(Beginning of Information provided)
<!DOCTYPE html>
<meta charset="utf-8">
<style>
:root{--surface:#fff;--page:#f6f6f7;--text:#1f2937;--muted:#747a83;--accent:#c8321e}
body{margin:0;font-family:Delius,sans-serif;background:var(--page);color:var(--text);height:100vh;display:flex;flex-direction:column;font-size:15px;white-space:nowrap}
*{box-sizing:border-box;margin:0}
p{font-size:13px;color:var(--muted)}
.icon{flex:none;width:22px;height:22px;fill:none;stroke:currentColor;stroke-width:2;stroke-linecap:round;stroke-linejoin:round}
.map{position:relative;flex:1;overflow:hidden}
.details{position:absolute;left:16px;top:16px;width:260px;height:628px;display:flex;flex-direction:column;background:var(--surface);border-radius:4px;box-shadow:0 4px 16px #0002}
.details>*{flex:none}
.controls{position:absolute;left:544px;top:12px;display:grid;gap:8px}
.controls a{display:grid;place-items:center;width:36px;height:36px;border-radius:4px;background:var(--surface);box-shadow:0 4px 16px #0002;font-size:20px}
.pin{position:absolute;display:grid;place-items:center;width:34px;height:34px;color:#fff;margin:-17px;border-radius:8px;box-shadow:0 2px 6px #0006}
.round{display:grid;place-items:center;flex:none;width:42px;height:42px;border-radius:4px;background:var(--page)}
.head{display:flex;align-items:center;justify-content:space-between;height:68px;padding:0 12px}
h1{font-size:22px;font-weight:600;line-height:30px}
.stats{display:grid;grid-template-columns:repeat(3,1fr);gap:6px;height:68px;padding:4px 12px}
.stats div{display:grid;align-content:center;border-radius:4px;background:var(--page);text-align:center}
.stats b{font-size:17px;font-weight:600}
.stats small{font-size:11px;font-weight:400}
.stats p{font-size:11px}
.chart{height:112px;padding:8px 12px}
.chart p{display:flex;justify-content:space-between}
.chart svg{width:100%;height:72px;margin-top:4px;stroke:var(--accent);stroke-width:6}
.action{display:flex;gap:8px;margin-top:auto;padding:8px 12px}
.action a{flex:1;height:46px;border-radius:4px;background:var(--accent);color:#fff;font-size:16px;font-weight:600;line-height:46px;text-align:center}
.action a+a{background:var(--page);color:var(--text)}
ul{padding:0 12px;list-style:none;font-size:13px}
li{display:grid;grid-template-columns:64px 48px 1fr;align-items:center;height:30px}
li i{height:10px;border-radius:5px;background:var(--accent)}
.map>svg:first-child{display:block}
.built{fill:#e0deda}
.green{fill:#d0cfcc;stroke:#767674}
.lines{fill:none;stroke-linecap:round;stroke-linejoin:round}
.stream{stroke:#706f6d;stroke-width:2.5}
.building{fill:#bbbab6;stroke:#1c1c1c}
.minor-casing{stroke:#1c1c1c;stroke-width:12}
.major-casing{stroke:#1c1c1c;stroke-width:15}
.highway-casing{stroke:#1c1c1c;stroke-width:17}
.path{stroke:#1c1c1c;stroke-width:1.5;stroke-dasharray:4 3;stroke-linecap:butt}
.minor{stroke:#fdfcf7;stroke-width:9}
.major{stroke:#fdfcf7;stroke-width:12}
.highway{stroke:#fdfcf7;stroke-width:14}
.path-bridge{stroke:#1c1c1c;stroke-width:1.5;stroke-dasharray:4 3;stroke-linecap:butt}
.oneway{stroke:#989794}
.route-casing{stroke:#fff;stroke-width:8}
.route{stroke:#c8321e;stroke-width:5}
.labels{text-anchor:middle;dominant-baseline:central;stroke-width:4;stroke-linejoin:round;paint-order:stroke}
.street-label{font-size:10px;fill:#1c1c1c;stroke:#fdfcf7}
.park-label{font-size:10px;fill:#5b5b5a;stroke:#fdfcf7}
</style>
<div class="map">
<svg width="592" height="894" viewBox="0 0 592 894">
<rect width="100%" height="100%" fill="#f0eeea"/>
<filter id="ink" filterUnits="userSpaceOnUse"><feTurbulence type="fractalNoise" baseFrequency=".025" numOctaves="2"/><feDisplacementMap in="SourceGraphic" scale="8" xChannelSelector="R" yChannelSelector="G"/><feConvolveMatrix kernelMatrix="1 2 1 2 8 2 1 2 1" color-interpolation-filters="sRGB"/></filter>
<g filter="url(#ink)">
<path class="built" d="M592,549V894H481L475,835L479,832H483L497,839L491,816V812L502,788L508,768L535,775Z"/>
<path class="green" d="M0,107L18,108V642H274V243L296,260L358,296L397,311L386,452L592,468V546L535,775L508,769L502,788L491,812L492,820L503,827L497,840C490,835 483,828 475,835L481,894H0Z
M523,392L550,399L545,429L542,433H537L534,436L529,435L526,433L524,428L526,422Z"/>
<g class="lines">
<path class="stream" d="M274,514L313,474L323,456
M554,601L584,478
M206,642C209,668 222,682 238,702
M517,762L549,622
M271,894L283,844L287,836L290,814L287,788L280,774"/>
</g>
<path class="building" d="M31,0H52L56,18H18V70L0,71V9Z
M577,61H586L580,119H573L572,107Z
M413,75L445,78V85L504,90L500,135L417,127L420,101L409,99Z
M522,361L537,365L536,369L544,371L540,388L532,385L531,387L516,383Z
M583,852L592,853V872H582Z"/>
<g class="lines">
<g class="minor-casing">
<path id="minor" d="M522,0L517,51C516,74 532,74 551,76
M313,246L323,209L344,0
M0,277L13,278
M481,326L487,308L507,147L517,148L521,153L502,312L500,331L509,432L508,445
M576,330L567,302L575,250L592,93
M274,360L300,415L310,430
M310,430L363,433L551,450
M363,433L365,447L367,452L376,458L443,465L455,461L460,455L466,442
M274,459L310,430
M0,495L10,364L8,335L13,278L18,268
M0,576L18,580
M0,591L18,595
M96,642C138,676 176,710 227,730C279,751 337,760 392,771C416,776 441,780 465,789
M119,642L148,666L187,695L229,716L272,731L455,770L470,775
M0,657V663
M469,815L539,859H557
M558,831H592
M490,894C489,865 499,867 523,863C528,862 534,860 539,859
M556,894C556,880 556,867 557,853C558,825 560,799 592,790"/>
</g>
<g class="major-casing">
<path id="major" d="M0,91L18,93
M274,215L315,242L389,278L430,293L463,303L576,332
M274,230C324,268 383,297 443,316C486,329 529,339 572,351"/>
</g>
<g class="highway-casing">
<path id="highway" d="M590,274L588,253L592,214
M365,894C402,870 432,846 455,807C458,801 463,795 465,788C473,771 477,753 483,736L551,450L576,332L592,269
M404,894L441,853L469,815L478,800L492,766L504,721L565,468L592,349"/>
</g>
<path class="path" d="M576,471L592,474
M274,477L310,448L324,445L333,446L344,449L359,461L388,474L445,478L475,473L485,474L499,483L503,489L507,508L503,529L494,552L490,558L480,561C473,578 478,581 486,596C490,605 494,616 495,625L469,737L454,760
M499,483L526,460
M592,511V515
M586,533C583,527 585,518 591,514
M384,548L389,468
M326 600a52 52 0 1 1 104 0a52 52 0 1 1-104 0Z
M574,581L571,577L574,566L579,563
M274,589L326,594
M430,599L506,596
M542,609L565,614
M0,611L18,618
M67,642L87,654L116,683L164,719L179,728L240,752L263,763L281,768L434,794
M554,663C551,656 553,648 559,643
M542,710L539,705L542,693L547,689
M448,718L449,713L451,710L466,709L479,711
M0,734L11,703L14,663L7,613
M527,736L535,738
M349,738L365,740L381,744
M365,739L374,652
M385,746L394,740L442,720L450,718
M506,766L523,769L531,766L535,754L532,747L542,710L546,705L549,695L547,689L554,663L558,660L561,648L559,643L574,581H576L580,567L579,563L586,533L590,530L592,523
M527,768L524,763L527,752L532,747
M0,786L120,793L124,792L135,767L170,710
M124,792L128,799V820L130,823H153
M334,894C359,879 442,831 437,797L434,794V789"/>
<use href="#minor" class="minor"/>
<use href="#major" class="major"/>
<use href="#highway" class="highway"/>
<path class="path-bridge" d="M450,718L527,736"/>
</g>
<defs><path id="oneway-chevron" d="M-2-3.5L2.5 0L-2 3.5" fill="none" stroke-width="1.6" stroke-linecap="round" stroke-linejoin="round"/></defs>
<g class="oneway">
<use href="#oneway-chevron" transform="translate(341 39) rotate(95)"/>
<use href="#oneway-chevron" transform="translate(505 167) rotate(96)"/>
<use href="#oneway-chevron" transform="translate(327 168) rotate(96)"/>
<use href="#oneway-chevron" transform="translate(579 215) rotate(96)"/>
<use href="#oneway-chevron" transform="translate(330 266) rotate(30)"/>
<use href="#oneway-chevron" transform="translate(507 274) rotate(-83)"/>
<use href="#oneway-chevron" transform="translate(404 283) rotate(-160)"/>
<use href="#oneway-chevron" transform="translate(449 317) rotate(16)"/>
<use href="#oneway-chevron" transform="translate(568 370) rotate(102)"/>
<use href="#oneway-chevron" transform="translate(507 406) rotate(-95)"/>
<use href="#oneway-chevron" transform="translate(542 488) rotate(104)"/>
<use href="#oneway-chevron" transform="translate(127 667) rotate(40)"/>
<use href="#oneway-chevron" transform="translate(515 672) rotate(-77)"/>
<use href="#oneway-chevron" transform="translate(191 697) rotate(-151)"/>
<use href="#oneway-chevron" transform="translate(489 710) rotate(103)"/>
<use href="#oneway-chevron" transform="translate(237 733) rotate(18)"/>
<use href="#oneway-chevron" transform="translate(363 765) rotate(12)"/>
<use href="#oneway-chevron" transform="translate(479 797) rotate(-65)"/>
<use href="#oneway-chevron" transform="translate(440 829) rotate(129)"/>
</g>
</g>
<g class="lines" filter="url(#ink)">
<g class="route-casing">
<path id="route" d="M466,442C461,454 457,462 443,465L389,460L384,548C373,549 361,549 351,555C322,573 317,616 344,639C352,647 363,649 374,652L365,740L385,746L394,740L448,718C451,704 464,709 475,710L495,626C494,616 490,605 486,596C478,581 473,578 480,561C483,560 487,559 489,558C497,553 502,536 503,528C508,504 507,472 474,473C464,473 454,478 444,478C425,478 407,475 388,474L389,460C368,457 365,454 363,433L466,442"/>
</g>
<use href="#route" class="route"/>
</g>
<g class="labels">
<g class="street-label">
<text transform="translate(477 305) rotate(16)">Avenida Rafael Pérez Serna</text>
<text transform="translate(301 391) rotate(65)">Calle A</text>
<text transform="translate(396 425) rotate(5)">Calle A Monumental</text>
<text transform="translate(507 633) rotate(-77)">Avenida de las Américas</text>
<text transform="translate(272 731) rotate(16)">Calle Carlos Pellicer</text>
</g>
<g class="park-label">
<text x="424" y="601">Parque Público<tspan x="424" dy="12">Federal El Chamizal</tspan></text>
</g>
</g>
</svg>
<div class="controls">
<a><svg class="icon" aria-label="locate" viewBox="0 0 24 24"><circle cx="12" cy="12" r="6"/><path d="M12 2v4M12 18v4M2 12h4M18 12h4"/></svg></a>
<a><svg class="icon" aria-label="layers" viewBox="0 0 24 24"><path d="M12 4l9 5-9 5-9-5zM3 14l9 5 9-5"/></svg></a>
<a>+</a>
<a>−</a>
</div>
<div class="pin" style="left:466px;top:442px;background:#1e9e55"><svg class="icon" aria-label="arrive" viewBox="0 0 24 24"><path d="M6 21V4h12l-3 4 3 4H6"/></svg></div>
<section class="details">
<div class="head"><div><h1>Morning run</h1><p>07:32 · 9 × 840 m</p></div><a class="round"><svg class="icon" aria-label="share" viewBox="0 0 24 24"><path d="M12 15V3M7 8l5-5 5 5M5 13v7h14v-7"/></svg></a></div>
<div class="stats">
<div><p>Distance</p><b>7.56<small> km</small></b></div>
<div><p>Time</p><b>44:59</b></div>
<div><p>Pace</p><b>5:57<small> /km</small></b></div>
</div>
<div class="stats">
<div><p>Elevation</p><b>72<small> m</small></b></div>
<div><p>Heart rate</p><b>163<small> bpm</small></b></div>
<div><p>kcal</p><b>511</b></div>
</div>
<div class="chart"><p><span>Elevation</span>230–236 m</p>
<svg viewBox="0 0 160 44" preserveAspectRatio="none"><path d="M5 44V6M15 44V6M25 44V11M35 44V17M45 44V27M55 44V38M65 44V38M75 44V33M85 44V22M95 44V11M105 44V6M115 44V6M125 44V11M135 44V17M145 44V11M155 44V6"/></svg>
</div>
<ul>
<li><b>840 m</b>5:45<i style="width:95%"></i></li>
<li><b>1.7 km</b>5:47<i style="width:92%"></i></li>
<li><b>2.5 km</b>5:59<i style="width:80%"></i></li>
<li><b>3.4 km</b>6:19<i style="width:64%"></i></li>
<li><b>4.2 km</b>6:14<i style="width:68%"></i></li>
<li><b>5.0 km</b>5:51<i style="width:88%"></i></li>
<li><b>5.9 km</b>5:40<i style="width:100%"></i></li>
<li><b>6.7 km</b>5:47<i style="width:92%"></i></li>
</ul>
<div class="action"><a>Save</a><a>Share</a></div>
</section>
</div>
(End of Information provided)
_Work order_: Check each line of the entries, and copy the ones that contain "position".

_Reply to the task_:
.map{position:relative;flex:1;overflow:hidden}
.details{position:absolute;left:16px;top:16px;width:260px;height:628px;display:flex;flex-direction:column;background:var(--surface);border-radius:4px;box-shadow:0 4px 16px #0002}
.controls{position:absolute;left:544px;top:12px;display:grid;gap:8px}
.pin{position:absolute;display:grid;place-items:center;width:34px;height:34px;color:#fff;margin:-17px;border-radius:8px;box-shadow:0 2px 6px #0006}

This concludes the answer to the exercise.